With elderly women leading the gelede society, both men and women are active participants. Although the masquerade was first danced by a woman, today the dancers are all men. The mask faces (fig. 3.6 and 3.7) are those of older women with serene and composed expressions.
The gelede association also addresses issues of topical importance. Many gelede masks have a carved superstructure depicting current events or signs of modernity, such as motorcycles or politicians. These anecdotal scenes emerging from the heads of “our mothers” elicit audience discussion. Such performances are still very common today, and the topics depicted may range from public health to political controversies.
Eloi Lokossou is a prolific Yoruba artist who creates works for gelede in the south central Benin Republic. His gelede masks typically show the calm face of a woman surmounted by a statement about wealth, status, and modernity. On this contemporary mask (fig. 3.7) the serenity of a woman’s face contrasts with the vitality and modernity of the superstructure. Others works by this artist depict traditional stories of the Yoruba peoples.
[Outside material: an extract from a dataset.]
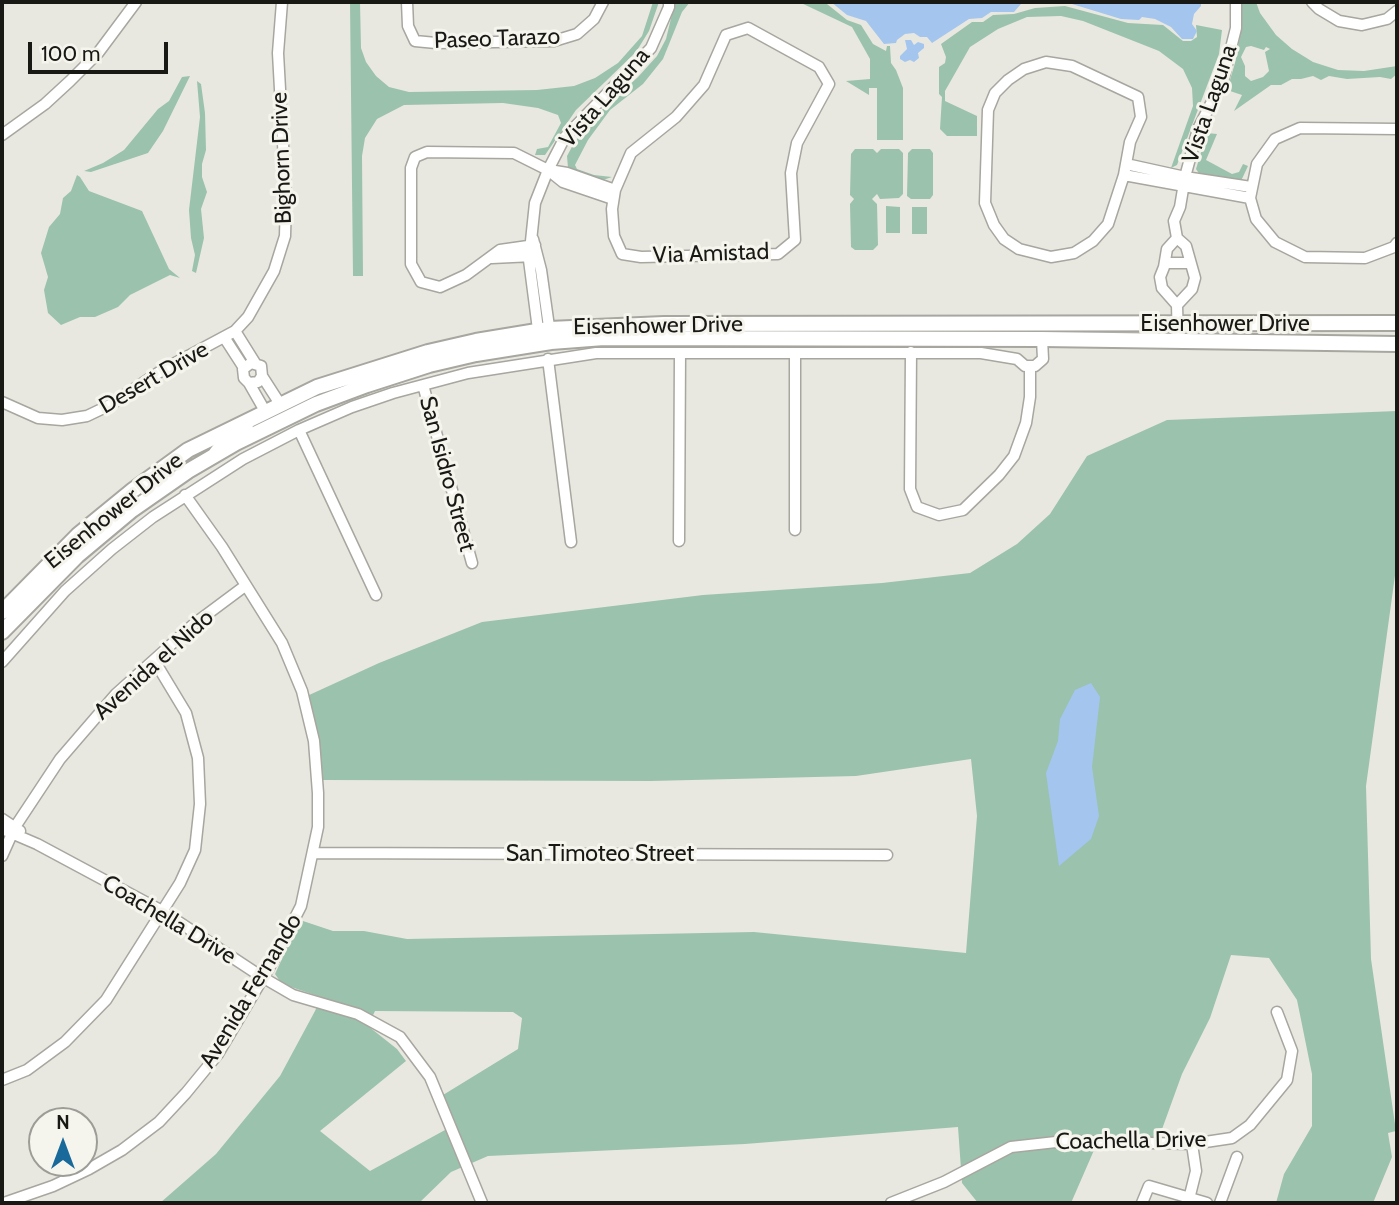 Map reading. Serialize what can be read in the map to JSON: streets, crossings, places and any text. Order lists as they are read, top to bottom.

African scholar Henry Drewal (1978, 18) places gelede masks into four categories:
Activity. Students can design and draw a mask for one or more of the categories, making them appropriate for their own location and situations. What members of their community are respected enough to warrant a mask in their honor? How can they show the status of an important person or situation in a composition suitable for a mask? What events from their community would be worthy of commemoration in a mask? What situations or people can rightfully be satirized?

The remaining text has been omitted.